=== Problem details ===
Check every line of the entries below for the word "speed", and copy the ones that have it.

▽

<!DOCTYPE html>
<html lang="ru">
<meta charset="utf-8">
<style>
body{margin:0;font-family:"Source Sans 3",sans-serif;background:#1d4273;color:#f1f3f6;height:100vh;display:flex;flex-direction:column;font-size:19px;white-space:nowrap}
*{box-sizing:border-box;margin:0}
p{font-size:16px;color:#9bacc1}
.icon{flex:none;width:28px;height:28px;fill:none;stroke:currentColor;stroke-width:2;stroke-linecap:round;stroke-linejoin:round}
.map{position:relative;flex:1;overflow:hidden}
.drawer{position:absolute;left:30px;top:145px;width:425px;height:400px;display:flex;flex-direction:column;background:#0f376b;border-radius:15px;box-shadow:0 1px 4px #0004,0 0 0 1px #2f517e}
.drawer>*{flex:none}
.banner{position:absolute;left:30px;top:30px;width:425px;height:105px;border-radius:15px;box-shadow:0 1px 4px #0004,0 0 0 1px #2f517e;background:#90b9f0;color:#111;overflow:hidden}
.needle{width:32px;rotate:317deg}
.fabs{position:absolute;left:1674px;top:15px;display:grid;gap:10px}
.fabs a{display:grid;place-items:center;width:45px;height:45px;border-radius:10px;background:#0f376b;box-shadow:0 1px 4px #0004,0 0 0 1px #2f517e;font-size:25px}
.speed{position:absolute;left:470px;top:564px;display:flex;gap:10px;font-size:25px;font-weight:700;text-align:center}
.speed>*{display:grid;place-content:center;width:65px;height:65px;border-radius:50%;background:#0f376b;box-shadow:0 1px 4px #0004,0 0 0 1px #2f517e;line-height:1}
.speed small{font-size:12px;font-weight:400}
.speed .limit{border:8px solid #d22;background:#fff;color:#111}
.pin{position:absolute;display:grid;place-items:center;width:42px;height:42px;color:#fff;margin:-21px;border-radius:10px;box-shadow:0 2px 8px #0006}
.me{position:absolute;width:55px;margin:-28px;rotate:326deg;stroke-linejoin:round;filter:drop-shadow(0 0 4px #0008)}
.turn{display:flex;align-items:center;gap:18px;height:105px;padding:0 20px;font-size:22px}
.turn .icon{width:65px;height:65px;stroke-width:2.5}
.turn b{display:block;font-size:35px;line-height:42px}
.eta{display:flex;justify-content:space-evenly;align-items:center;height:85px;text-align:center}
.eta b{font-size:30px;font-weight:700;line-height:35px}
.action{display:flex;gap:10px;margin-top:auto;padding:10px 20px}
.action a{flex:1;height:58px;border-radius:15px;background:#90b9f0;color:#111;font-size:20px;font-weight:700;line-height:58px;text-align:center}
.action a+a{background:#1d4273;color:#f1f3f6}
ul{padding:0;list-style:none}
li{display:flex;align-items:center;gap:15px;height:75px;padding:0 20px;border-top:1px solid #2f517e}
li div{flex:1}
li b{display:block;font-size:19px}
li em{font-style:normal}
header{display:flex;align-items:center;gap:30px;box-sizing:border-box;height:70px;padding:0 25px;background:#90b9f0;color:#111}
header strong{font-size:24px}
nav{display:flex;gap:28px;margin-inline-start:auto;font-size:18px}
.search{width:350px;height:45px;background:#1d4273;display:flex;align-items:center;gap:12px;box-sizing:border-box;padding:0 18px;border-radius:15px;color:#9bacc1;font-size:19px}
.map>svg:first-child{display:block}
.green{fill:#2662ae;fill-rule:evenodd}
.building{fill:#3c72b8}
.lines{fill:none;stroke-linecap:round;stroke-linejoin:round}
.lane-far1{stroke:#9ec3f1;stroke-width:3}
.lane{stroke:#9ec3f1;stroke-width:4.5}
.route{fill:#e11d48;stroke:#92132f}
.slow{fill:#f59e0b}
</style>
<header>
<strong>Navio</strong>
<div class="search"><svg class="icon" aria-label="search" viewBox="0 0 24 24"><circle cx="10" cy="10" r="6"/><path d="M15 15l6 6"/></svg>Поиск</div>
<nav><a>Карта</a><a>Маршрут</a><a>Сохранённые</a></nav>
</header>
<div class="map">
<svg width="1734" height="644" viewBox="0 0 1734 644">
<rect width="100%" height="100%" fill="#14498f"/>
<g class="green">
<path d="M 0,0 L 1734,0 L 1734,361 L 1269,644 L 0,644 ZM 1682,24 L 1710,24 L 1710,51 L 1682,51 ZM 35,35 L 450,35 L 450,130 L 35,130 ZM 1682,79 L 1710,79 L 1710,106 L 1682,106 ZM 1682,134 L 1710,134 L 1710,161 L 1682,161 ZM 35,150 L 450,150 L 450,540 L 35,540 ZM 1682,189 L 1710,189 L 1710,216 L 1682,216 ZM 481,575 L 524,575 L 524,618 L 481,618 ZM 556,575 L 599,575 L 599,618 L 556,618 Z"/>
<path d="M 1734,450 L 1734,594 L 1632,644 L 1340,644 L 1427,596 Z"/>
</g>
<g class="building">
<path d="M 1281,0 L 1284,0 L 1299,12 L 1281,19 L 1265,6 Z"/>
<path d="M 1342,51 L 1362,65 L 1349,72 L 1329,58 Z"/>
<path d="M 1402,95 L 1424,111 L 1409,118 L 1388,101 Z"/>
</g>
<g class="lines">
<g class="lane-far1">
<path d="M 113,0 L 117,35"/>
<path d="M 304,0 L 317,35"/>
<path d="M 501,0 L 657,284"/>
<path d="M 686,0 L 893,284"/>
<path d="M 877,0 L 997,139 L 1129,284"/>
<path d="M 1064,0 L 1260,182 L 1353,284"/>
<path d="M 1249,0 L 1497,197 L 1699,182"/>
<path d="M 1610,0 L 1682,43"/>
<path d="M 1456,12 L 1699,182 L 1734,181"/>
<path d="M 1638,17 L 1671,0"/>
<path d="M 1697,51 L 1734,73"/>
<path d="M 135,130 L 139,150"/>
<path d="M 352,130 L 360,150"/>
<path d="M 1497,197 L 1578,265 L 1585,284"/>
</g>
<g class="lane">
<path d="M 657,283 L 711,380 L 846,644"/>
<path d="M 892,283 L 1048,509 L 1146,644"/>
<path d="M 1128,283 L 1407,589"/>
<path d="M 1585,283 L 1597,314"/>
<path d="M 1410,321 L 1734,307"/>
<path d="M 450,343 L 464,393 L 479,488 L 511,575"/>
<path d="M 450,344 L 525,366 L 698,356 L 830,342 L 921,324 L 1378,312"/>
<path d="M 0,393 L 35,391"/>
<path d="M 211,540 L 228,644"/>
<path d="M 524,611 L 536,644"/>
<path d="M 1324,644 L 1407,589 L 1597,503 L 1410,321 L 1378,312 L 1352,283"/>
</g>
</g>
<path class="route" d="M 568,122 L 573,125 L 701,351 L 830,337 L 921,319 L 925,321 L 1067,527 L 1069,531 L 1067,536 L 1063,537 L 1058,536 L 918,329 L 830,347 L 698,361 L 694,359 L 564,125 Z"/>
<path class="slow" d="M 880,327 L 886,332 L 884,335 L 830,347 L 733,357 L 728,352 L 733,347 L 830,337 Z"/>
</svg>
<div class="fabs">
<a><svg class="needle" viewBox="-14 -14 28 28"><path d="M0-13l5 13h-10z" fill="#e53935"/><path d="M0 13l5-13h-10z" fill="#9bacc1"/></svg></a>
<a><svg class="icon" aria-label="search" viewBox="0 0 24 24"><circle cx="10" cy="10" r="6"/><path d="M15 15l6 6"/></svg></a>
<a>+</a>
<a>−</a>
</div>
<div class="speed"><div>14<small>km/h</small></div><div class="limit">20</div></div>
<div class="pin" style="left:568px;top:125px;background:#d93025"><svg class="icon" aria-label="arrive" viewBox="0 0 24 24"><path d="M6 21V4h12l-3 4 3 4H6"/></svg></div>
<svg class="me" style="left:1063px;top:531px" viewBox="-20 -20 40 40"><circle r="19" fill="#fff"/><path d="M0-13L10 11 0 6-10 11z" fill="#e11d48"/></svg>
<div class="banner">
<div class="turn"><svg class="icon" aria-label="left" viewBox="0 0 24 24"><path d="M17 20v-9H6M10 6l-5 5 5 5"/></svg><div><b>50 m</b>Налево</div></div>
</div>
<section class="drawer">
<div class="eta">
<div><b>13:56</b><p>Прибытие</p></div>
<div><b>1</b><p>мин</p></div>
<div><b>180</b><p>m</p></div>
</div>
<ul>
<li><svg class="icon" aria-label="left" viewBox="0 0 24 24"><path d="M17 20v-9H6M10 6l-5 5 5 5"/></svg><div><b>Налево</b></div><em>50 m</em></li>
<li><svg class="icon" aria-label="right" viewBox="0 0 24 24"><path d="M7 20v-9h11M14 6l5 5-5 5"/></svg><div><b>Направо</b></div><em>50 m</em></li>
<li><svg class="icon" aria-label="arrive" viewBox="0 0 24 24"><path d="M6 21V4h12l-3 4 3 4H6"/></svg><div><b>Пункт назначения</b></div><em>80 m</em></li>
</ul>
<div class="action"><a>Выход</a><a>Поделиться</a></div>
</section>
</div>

△

=== Solution ===
.speed{position:absolute;left:470px;top:564px;display:flex;gap:10px;font-size:25px;font-weight:700;text-align:center}
.speed>*{display:grid;place-content:center;width:65px;height:65px;border-radius:50%;background:#0f376b;box-shadow:0 1px 4px #0004,0 0 0 1px #2f517e;line-height:1}
.speed small{font-size:12px;font-weight:400}
.speed .limit{border:8px solid #d22;background:#fff;color:#111}
<div class="speed"><div>14<small>km/h</small></div><div class="limit">20</div></div>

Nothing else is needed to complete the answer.